BLS data shows that in 2017, 0.7% of workers were paid $7.25/hour and another 1.6% of workers earned less than the minimum wage. Most of these workers were employed by restaurants, and when tips are included they generally make more than the minimum wage. Interestingly, whites are the racial group most likely to earn sub-minimum wages, while blacks are most likely to earn right at the minimum. Perhaps the jobs right at the minimum wage are actually worse than the sub-minimum jobs, if the latter are more likely to earn tips. But the problem with this theory is that Hispanics are equally likely as whites to earn right at the minimum (0.6% of white and Hispanic workers, as compared to 1.2% of blacks.) So I’m puzzled. Overall, my hunch is that when tips are factored in, almost everyone earns more than the federal minimum wage. (And even more so today than in 2017, when this data was collected.)
But that’s not why I want to abolish the federal minimum wage. Rather, having states set the minimum wage makes it less likely that the rate will be set too high, distorting the labor market. For instance, California’s minimum is currently $10.50/hour, scheduled to go up to $15/hour in 2023. In Texas, the minimum wage is $7.25/hour. Both states currently have fairly low unemployment rates, which suggests the minimum wage is not having a big effect on employment. Now suppose the California minimum wage goes to $15, while the Texas minimum wage stays at $7.25. Here are several possibilities:
A. Hotel maids in both San Antonio and Bakersfield earn $15/hour, because that’s the market wage in 2023.
B. Hotel maids earn $10 in San Antonio and $15 in Bakersfield.

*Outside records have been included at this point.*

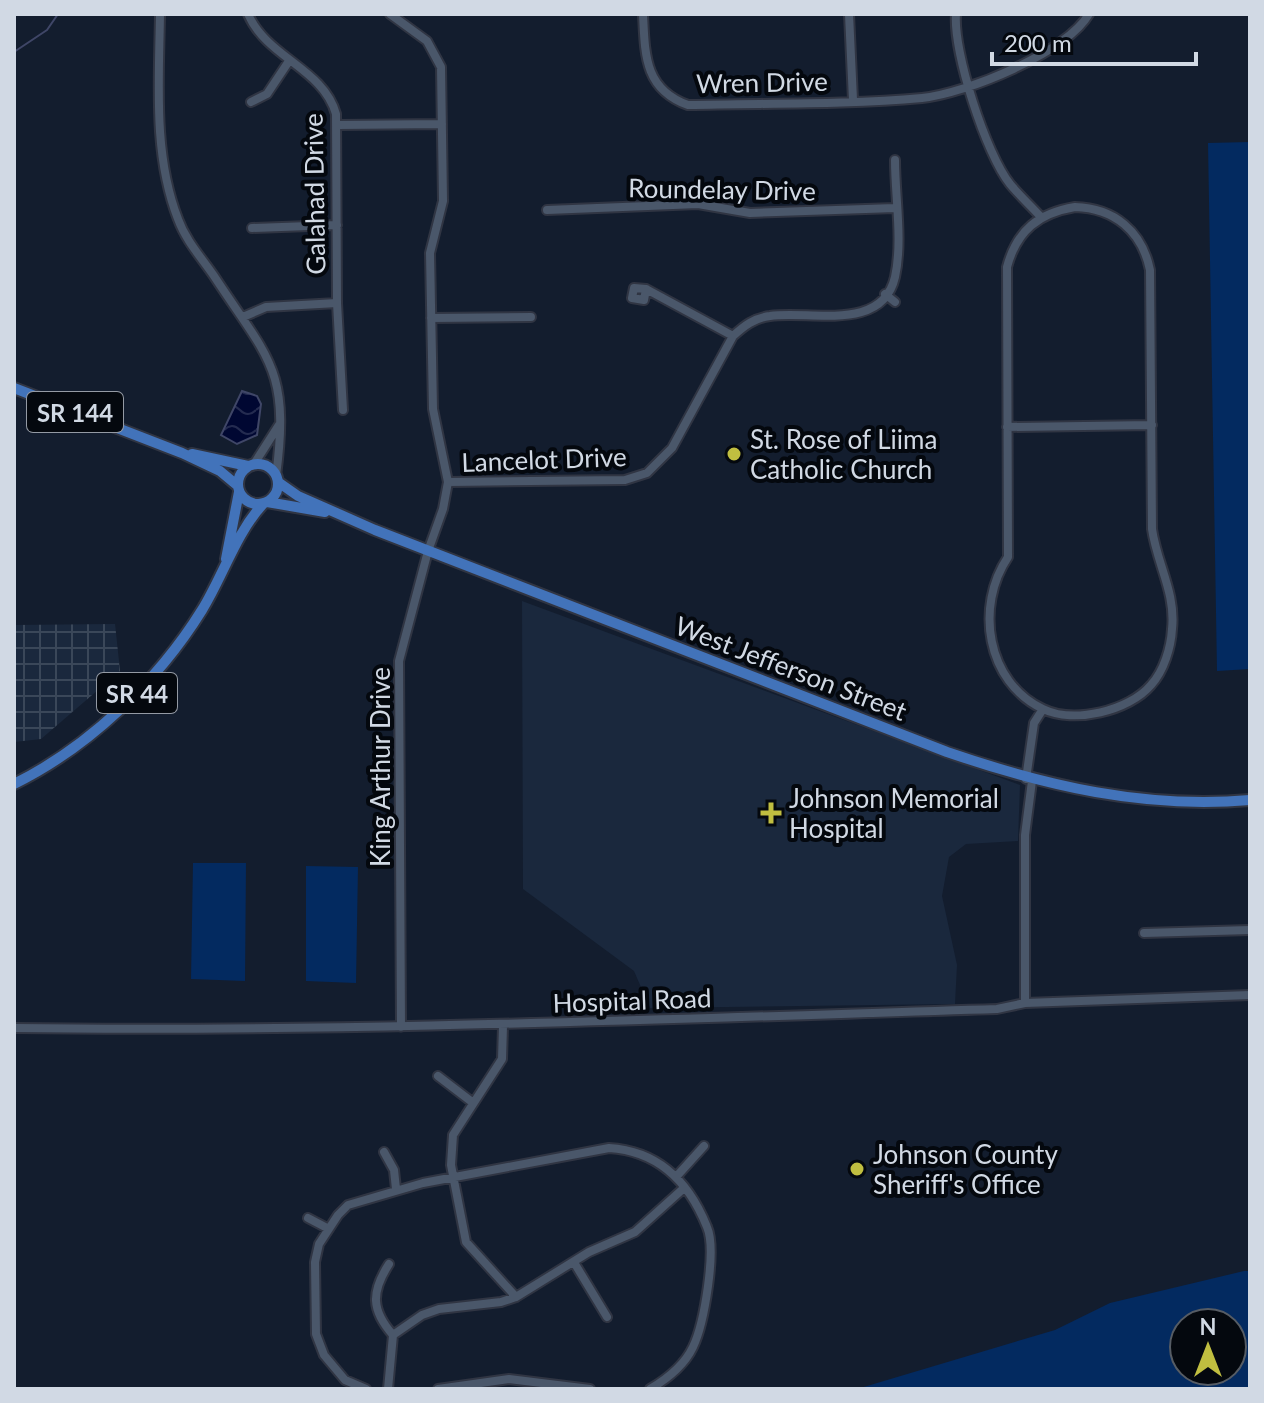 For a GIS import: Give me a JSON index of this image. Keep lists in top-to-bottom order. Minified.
{"streets":{"main road":["SR 144","West Jefferson Street","SR 44"],"street":["Wren Drive","Roundelay Drive","Galahad Drive","Lancelot Drive","King Arthur Drive","Hospital Road"]},"crossings":[["SR 144","West Jefferson Street"],["SR 144","SR 44"],["Lancelot Drive","King Arthur Drive"],["West Jefferson Street","SR 44"],["West Jefferson Street","King Arthur Drive"],["King Arthur Drive","Hospital Road"]],"places":{"other":["St. Rose of Liima Catholic Church","Johnson County Sheriff's Office"],"health":["Johnson Memorial Hospital"]},"scale_bar":"200 m","north":"top"} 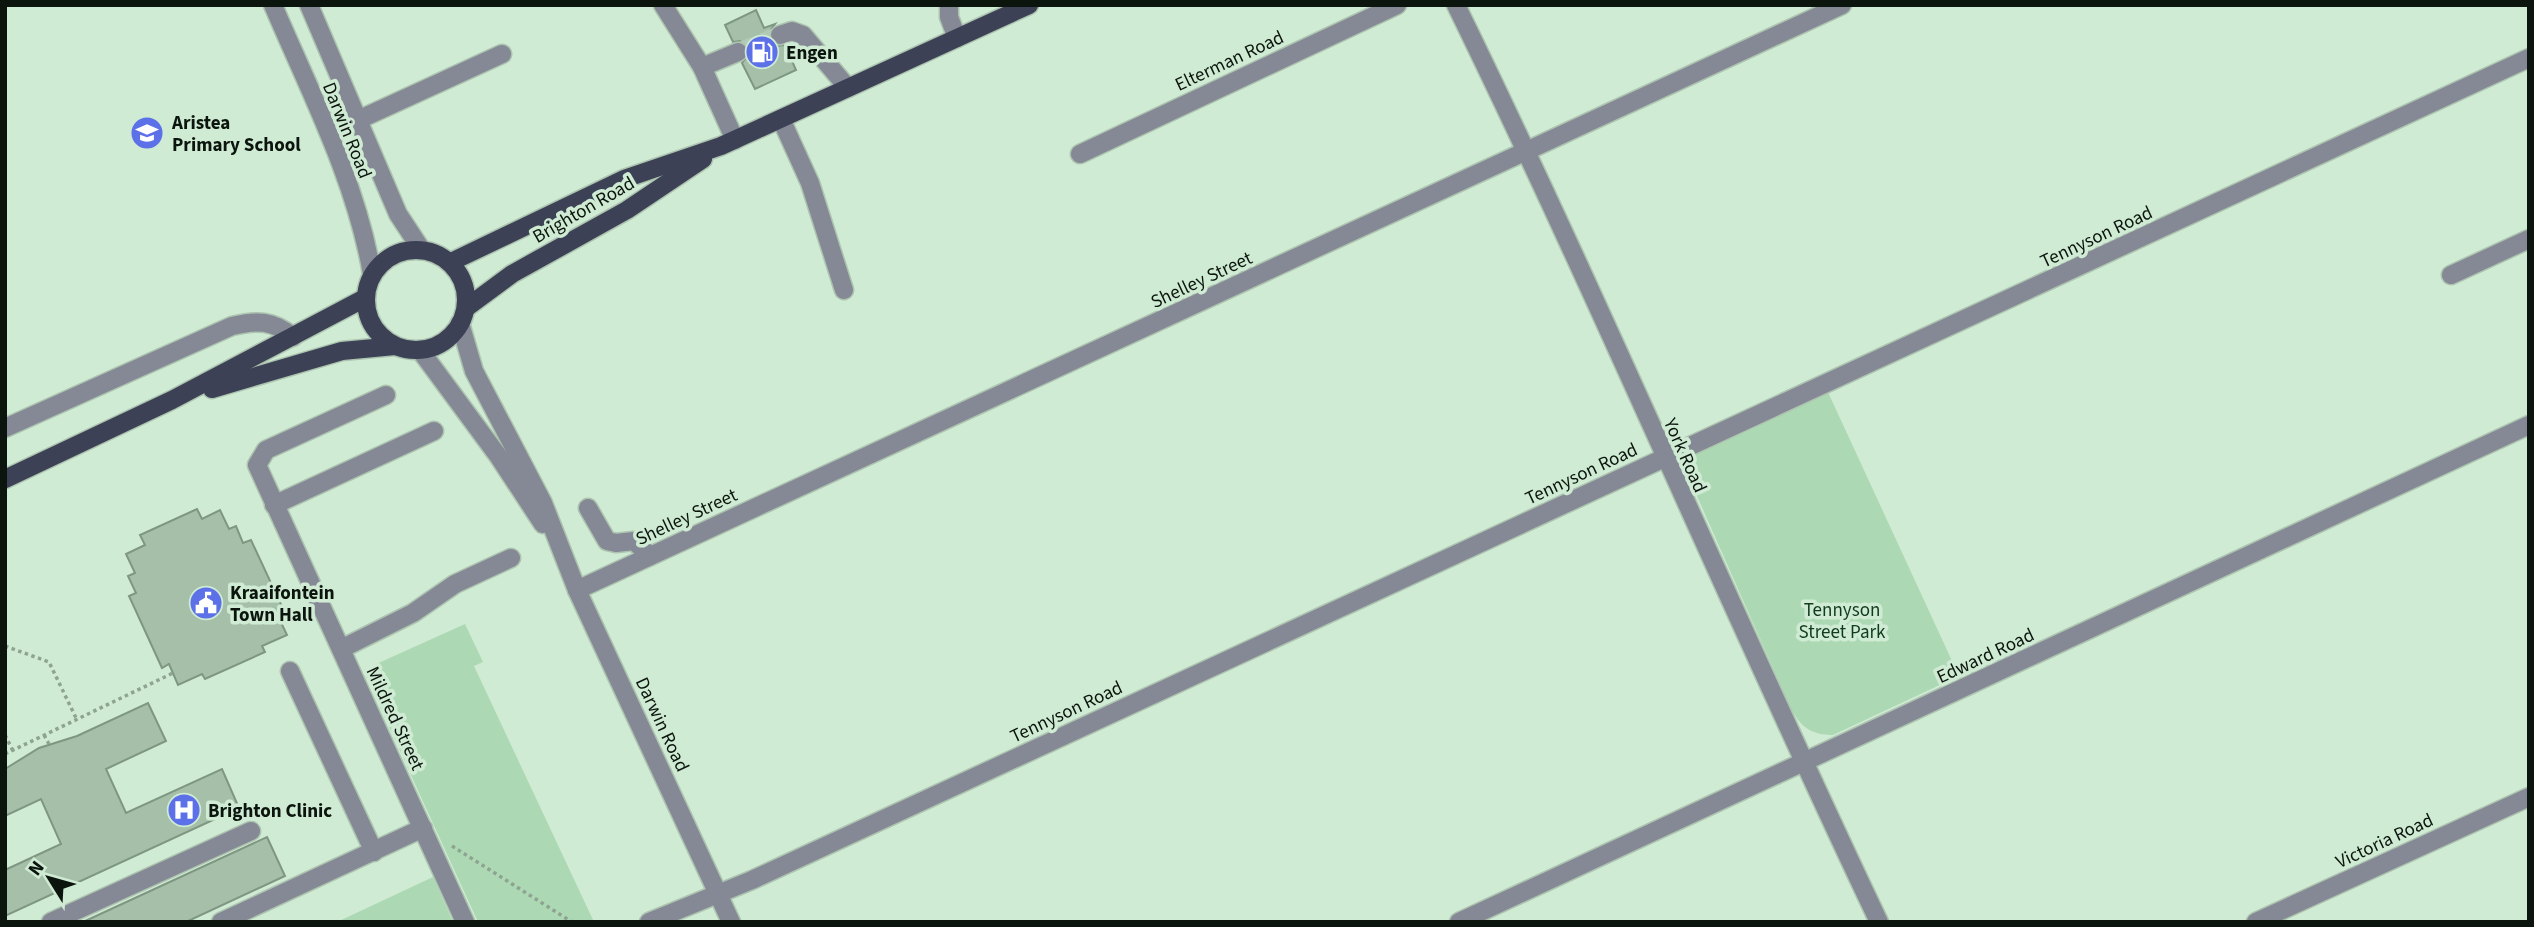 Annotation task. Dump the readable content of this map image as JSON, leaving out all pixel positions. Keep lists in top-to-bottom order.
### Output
{
  "streets": {
    "main road": ["Brighton Road"],
    "street": [
      "Elterman Road",
      "Darwin Road",
      "Tennyson Road",
      "Shelley Street",
      "York Road",
      "Edward Road",
      "Mildred Street",
      "Victoria Road"
    ]
  },
  "crossings": [
    ["Darwin Road", "Brighton Road"],
    ["Darwin Road", "Tennyson Road"],
    ["Darwin Road", "Shelley Street"],
    ["Tennyson Road", "York Road"],
    ["Shelley Street", "York Road"],
    ["York Road", "Edward Road"]
  ],
  "parks": ["Tennyson Street Park"],
  "places": {
    "fuel station": ["Engen"],
    "school or university": ["Aristea Primary School"],
    "public building": ["Kraaifontein Town Hall"],
    "hospital": ["Brighton Clinic"]
  },
  "north": "top left"
} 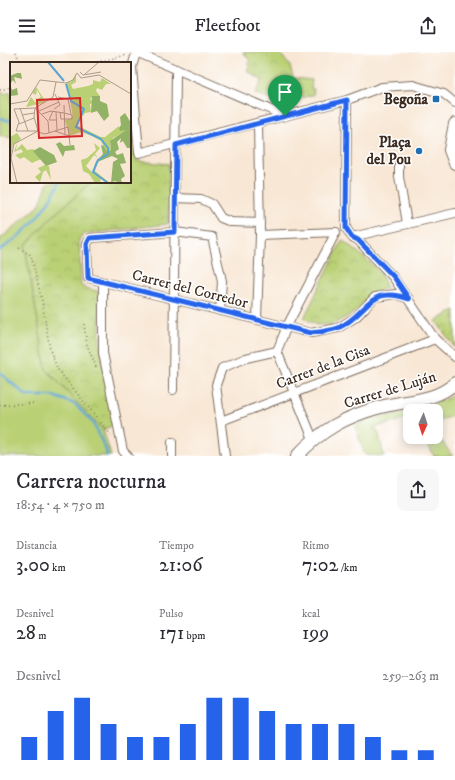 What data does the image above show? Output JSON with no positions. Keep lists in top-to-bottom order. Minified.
{"streets":{"street":["Carrer del Corredor","Carrer de la Cisa","Carrer de Luján"]},"places":{"transit":["Begoña"],"other":["Plaça del Pou"]},"north":"bottom","page":{"header":"Fleetfoot","heading":["Carrera nocturna","18:54 · 4 × 750 m"],"stats":[["Distancia","3.00 km"],["Tiempo","21:06"],["Ritmo","7:02 /km"],["Desnivel","28 m"],["Pulso","171 bpm"],["kcal","199"]],"chart":["Desnivel","259–263 m"]}} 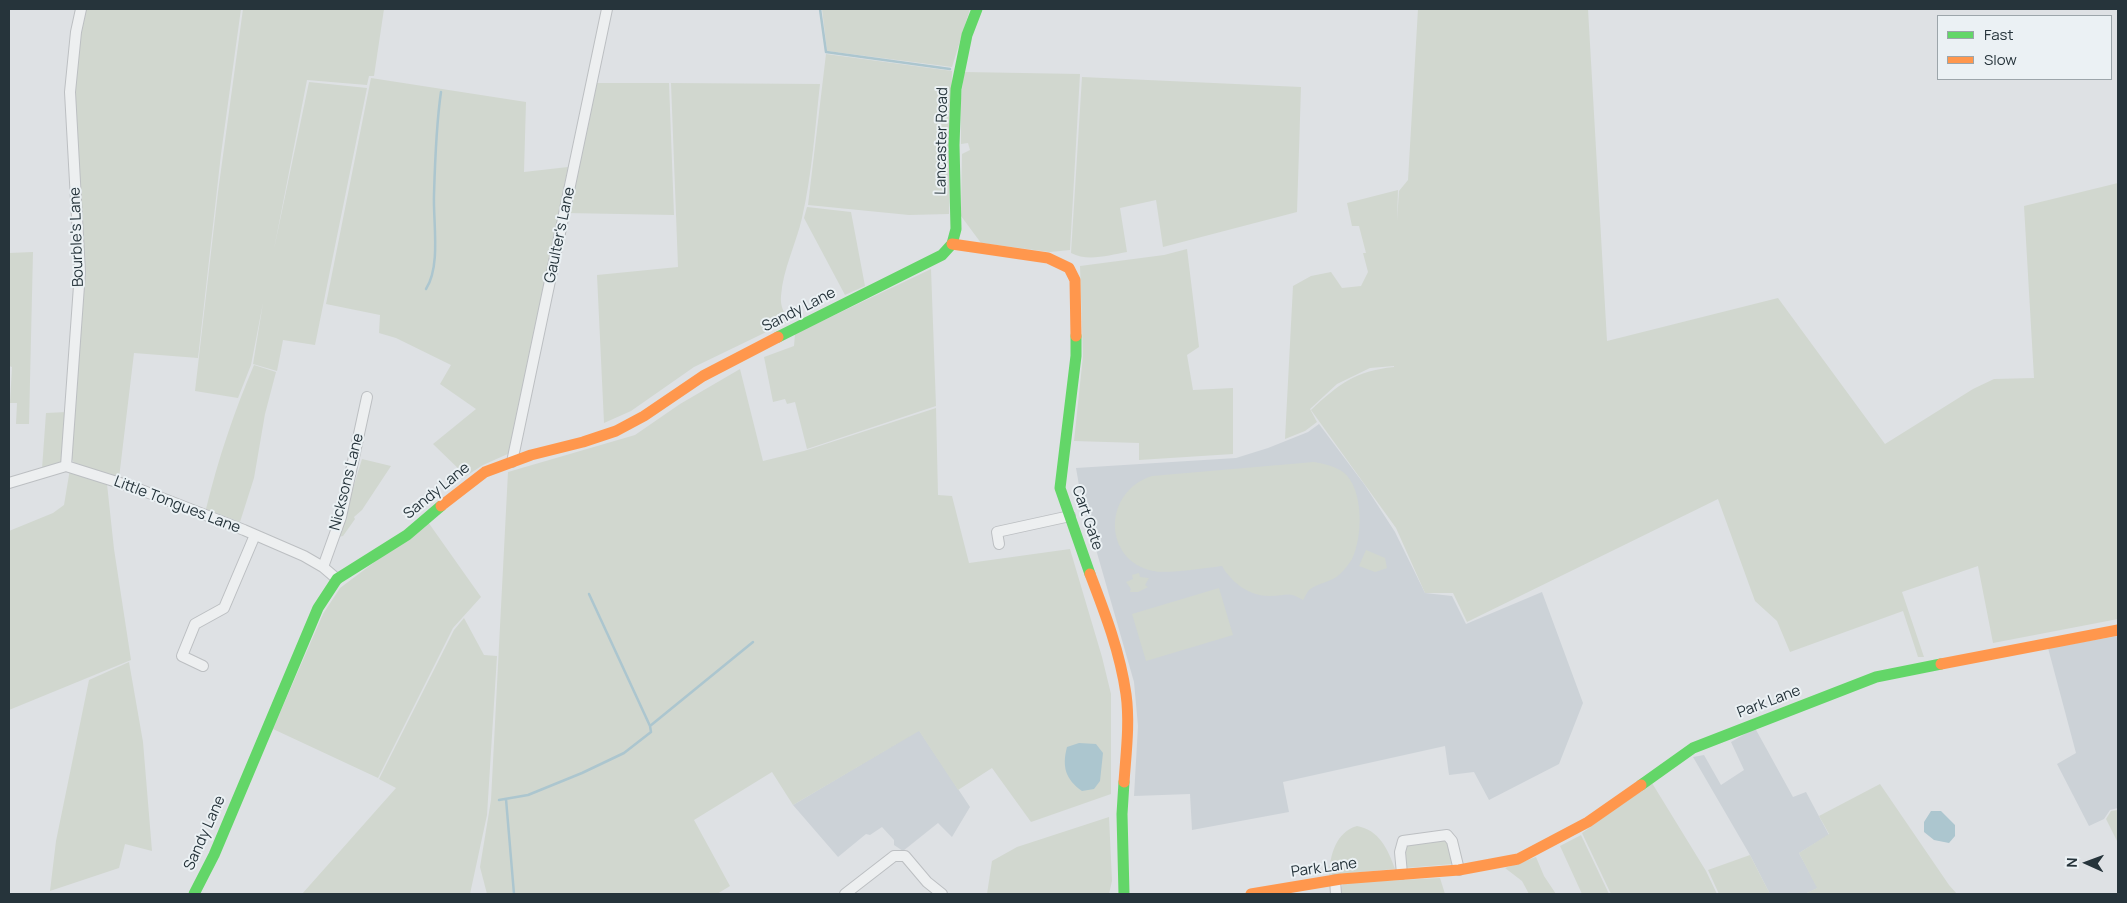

It seems to me that case B is not a stable equilibrium. In that case, either lots of maids would move from Texas to California to earn the high wages, or lots of maids would move from California to Texas to find jobs unavailable in California. If they were moving on mass to Texas, then California would know that it set the wage too high. If they were moving to California, then Texas employers would have to clean up their act to hold on to their employees.
Isn’t this the whole point of federalism, to have competition among states to see which public policies work best? I can’t even imagine any argument for a federal minimum wage—what would be the point? Avoiding a race to the bottom? How can there be a race to the bottom if minimum wage laws make workers better off? And if they don’t make workers better off, why have a minimum wage?
I’d love to hear from proponents of a federal minimum wage. What’s the theory that justifies your policy preference? The famous Card and Krueger study comparing minimum wages in Pennsylvania and New Jersey is actually a powerful argument for abolishing the federal minimum wage. It showed that New Jersey’s higher minimum did not cost jobs, and hence there is no need for the Federal government to step in. In contrast, it may make sense to tax corporate income at the federal level, as there really might be a race to the bottom if taxes were done entirely at the state level. (Assuming corporate taxes make sense, which is questionable.)
I’m actually opposed to all minimum wage laws. But if I did favor minimum wages, I’d advocate they be determined at the state level, not the federal level. I can’t imagine why anyone would advocate a federal minimum wage. It would be like having a federal law against pot smoking. Actually worse, because with pot it’s plausible that the optimal law in all states is the same. There is no plausible argument that the optimal minimum wage in Massachusetts is the same as in Mississippi. If you set the rate at the appropriate level for the lowest state, then the other 49 states would all have to set their own higher minimums. So then why even have a federal minimum wage?
This is where the Hollywood plot twist comes in. If you are still reading, you’ve likely concluded that I’m a reactionary dinosaur, out of touch with the times. I can hear people saying, “Doesn’t Sumner know that Jeff Bezos and Bernie Sanders and all the other cool people now favor a higher federal minimum wages? Laissez-faire capitalism is dead, everyone now thinks we need to be more like the “socialist” Nordic countries.”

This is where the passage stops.